## What is needed
Report back every line in the data that includes the string "minor".

[Collected data entries]
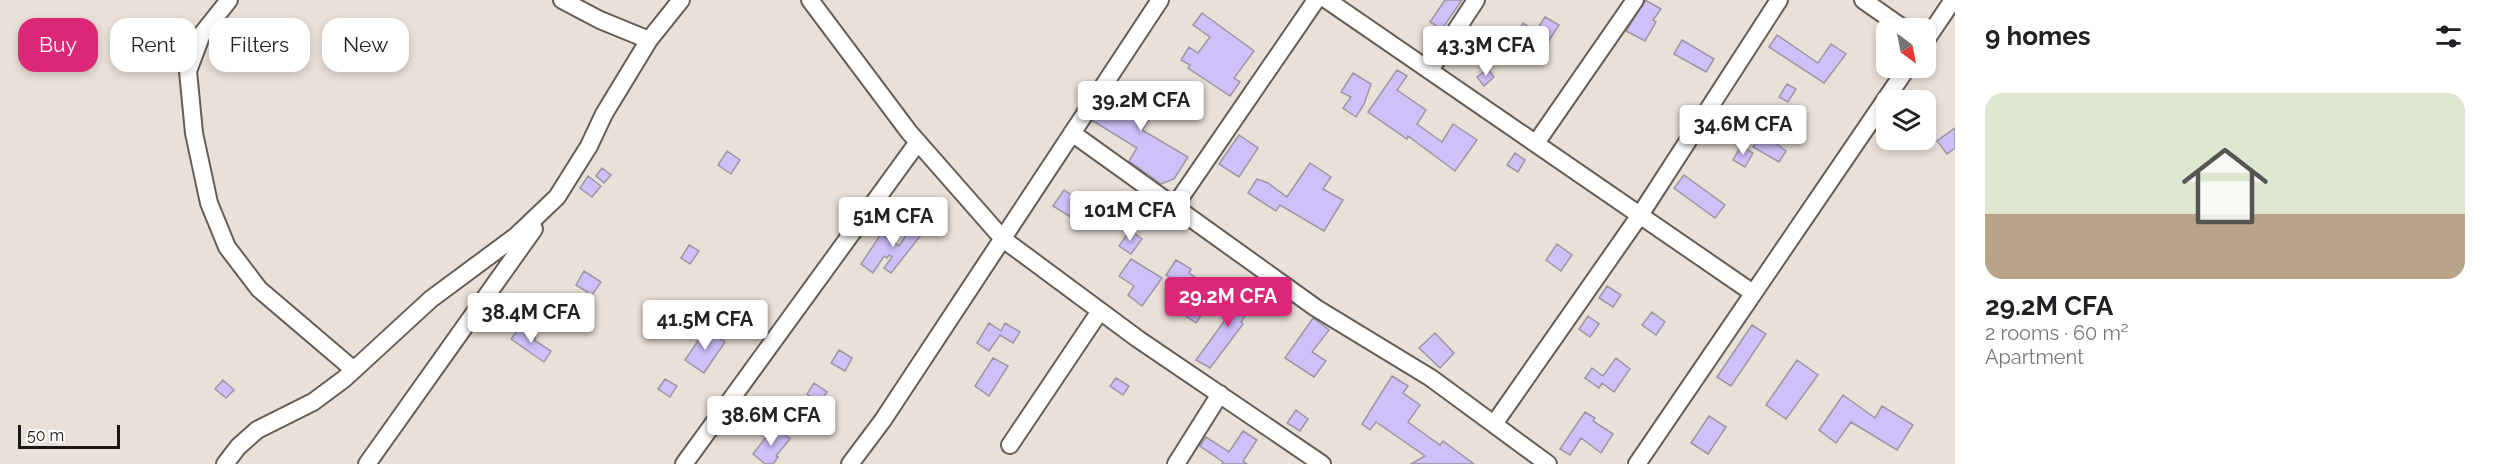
<!DOCTYPE html>
<html lang="en">
<head>
<meta charset="utf-8">
<style>
	body { margin:0; font-family:Raleway,sans-serif; background:#f6f6f6; color:#202124; height:100vh; display:flex; flex-direction:column; font-size:22px; white-space:nowrap }
	* { box-sizing:border-box; margin:0 }
	p { font-size:20px; color:#757577 }
	.icon { flex:none; width:33px; height:33px; fill:none; stroke:currentColor; stroke-width:2; stroke-linecap:round; stroke-linejoin:round }
	.map { position:relative; flex:1; overflow:hidden }
	.drawer { display:flex; flex-direction:column; background:#fff; width:540px }
	.drawer>* { flex:none }
	.guide { position:absolute; left:18px; top:18px; width:570px; height:54px; display:flex; gap:12px }
	.needle { width:39px; rotate:148deg }
	.fabs { position:absolute; left:1876px; top:18px; display:grid; gap:12px }
	.fabs a { display:grid; place-items:center; width:60px; height:60px; border-radius:12px; background:#fff; box-shadow:0 3px 9px #0003; font-size:30px }
	.scale { position:absolute; left:18px; bottom:15px; width:102px; box-sizing:border-box; padding-left:6px; border:3px solid #1a1714; border-top:0; font-size:16px; line-height:21px; white-space:nowrap; color:#1a1714; -webkit-text-stroke:4px #fff; paint-order:stroke }
	.price { position:absolute; translate:-50% -51px; padding:0 14px; border-radius:6px; background:#fff; color:#222; font-size:20px; line-height:39px; filter:drop-shadow(0 2px 3px #0008) }
	.price::after { content:''; position:absolute; left:50%; top:36px; width:18px; height:14px; margin-left:-9px; background:inherit; clip-path:polygon(0 0,100% 0,50% 100%) }
	.price.on { background:#db2777; color:#fff }
	ul { padding:0; list-style:none }
	li { display:grid; align-content:center; gap:12px; height:318px; padding:0 30px }
	li+li { border-top:2px solid #e0e0e0 }
	li span { display:grid; place-items:center; height:186px; border-radius:18px; color:#555 }
	li>.icon { margin-inline-start:auto }
	span .icon { width:108px; height:108px; fill:#fffc; stroke-width:1 }
	li b { font-size:26px }
	h2 { display:flex; justify-content:space-between; align-items:center; height:72px; padding:0 30px; font-size:26px }
	.pill { padding:0 21px; border-radius:18px; background:#fff; box-shadow:0 3px 9px #0003; font-size:21px; line-height:54px }
	.pill.on { background:#db2777; color:#fff }
	main { display:flex; flex:1; min-height:0 }
	.map>svg:first-child { display:block }
	.building { fill:#cfc0fa; stroke:#9a97a1; stroke-width:1.5 }
	.lines { fill:none; stroke-linecap:round; stroke-linejoin:round }
	.minor-casing { stroke:#655d57; stroke-width:20 }
	.minor { stroke:#fff; stroke-width:16 }
</style>
</head>
<body>
<main>
<div class="map">
<svg width="1955" height="464" viewBox="0 0 1955 464">
	<rect width="100%" height="100%" fill="#e9e0d8"/>
	<path class="building" d="M1445,0h17l-20,29 -12,-7z
		M1645,0l16,9 -8,11 3,2 -11,19 -19,-10z
		M1202,13l52,38 -20,27 6,4 -10,14 -42,-28 2,-3 -9,-5 8,-13 9,6 12,-16 -17,-12z
		M1545,17l14,8 -18,28 -25,-18 7,-12 13,8z
		M1777,35l41,28 13,-19 15,10 -22,29 -55,-36z
		M1682,40l32,19 -8,13 -32,-18z
		M163,44l19,14 -6,11 -20,-15z
		M1488,69l6,8 -10,9 -7,-9z
		M1397,70l10,6 -10,14 29,20 -9,14 25,18 11,-18 24,16 -22,31 -47,-35 -1,3 -39,-27z
		M1353,73l18,11 -7,20 -8,13 -13,-9 8,-11 -10,-5z
		M1140,82l23,16 -21,32 46,27 -14,22 -13,5 -32,-23 8,-13 -44,-27 22,-33 15,8z
		M1787,84l9,5 -8,13 -9,-5z
		M1955,128v20l-8,6 -10,-13z
		M1239,135l19,13 -19,29 -20,-13z
		M1761,135l7,5 1,-2 17,13 -7,11 -26,-15z
		M1741,146l12,7 -8,14 -12,-7z
		M727,151l13,9 -9,14 -13,-9z
		M1515,153l10,7 -7,12 -11,-7z
		M1310,163l21,14 -8,12 20,11 -19,31 -44,-26 -4,6 -28,-18 9,-14 11,4 19,14z
		M602,168l9,7 -7,8 -8,-7z
		M1684,175l41,30 -10,13 -41,-30z
		M588,176l13,10 -9,11 -12,-9z
		M1064,190l33,22 -10,15 -34,-21z
		M918,217l11,8 -38,48 -7,-5 8,-11 -3,-2 -2,3 -3,-2 -11,17 -12,-9 20,-30 18,12z
		M1130,230l12,9 -11,15 -12,-8z
		M1557,244l15,11 -11,16 -15,-11z
		M689,245l10,6 -9,13 -9,-6z
		M1131,259l31,19 -20,28 -14,-11 6,-9 -15,-10z
		M1176,260l15,9 -2,4 21,14 -8,11 -36,-23z
		M584,271l17,11 -9,13 -16,-10z
		M1247,285l13,8 -19,29 2,2 -33,44 -14,-8 35,-48z
		M1607,286l14,9 -8,12 -14,-9z
		M1193,300l13,8 -10,15 -13,-9z
		M1652,312l13,10 -9,13 -14,-10z
		M1588,316l11,8 -9,13 -11,-8z
		M1313,318l16,12 -17,22 14,9 -12,16 -29,-19z
		M989,323l12,8 4,-8 15,9 -7,11 -13,-8 -11,16 -12,-8z
		M1752,325l14,9 -35,52 -14,-9z
		M521,326l15,12 -2,2 17,11 -7,11 -33,-23z
		M706,329l19,13 -21,31 -19,-13z
		M1435,333l19,20 -14,15 -21,-20z
		M839,350l13,8 -7,13 -14,-8z
		M993,358l15,8 -19,30 -14,-10z
		M1616,358l14,11 -16,23 -12,-9 -3,5 -14,-10 7,-10 11,8z
		M1797,360l21,15 -32,44 -20,-14z
		M1392,376l16,10 -5,7 17,12 -12,17 32,23 3,-4 31,23h-63l14,-8 -49,-34 -6,8 -8,-6z
		M1116,378l13,8 -6,9 -13,-9z
		M665,379l12,7 -7,11 -12,-8z
		M223,380l11,10 -8,8 -11,-9z
		M814,383l13,9 -8,11 -12,-9z
		M1843,395l32,23 7,-12 31,19 -16,25 -46,-28 -15,21 -17,-13z
		M1296,410l12,9 -8,12 -13,-8z
		M1585,412l10,6 -2,3 20,13 -12,19 -20,-15 -11,17 -10,-6z
		M1709,416l17,11 -18,27 -17,-11z
		M774,427l16,12 -14,17 2,1 -5,7h-8l-12,-10z
		M1243,431l14,9 -14,21 4,3h-25l1,-2 -23,-16 6,-9 23,15z"/>
	<g class="lines">
		<g class="minor-casing">
			<path id="minor" d="M229,0l-27,34 -14,37 6,62 15,70 18,44 32,42 95,81
				M562,0l38,20 49,20
				M810,0l99,132 94,107 135,100 184,125
				M1327,0l426,293
				M1863,0l40,28
				M1926,40l27,-40
				M1430,70l46,-70
				M1072,133l244,175 115,70 117,86
				M1536,143l99,-143
				M1174,207l142,-207
				M1494,424l146,-209 139,-215
				M1010,445l90,-134
				M225,464l13,-17 19,-17 56,-28 31,-23 87,-80 85,-63 41,-39 32,-51 15,-32 45,-74 32,-40
				M367,464l167,-235
				M684,464l234,-322
				M850,464l33,-44 277,-420
				M1176,464l44,-70
				M1637,464l270,-396"/>
		</g>
		<use href="#minor" class="minor"/>
	</g>
</svg>
<div class="fabs">
<a><svg class="needle" viewBox="-14 -14 28 28"><path d="M0-13l5 13h-10z" fill="#e53935"/><path d="M0 13l5-13h-10z" fill="#757577"/></svg></a>
<a><svg class="icon" aria-label="layers" viewBox="0 0 24 24"><path d="M12 4l9 5-9 5-9-5zM3 14l9 5 9-5"/></svg></a>
</div>
<div class="scale">50 m</div>
<b class="price" style="left:1486px;top:77px">43.3M CFA</b>
<b class="price" style="left:1141px;top:132px">39.2M CFA</b>
<b class="price" style="left:1743px;top:156px">34.6M CFA</b>
<b class="price" style="left:1130px;top:242px">101M CFA</b>
<b class="price" style="left:893px;top:248px">51M CFA</b>
<b class="price on" style="left:1228px;top:328px">29.2M CFA</b>
<b class="price" style="left:531px;top:344px">38.4M CFA</b>
<b class="price" style="left:705px;top:351px">41.5M CFA</b>
<b class="price" style="left:771px;top:447px">38.6M CFA</b>
<div class="guide">
<a class="pill on">Buy</a>
<a class="pill">Rent</a>
<a class="pill">Filters</a>
<a class="pill">New</a>
</div>
</div>
<section class="drawer">
<h2>9 homes<svg class="icon" aria-label="filters" viewBox="0 0 24 24"><path d="M4 7h16M4 17h16"/><circle cx="9" cy="7" r="2"/><circle cx="15" cy="17" r="2"/></svg></h2>
<ul>
<li><span style="background:linear-gradient(#dfe7d0 65%,#b9a48a 0)"><svg class="icon" aria-label="home" viewBox="0 0 24 24"><path d="M3 11l9-7 9 7M6 9v11h12V9"/></svg></span><div><b>29.2M CFA</b><p>2 rooms · 60 m²</p><p>Apartment</p></div></li>
</ul>
</section>
</main>
</body>
</html>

## Solution for this task
	.minor-casing { stroke:#655d57; stroke-width:20 }
	.minor { stroke:#fff; stroke-width:16 }
		<g class="minor-casing">
			<path id="minor" d="M229,0l-27,34 -14,37 6,62 15,70 18,44 32,42 95,81
		<use href="#minor" class="minor"/>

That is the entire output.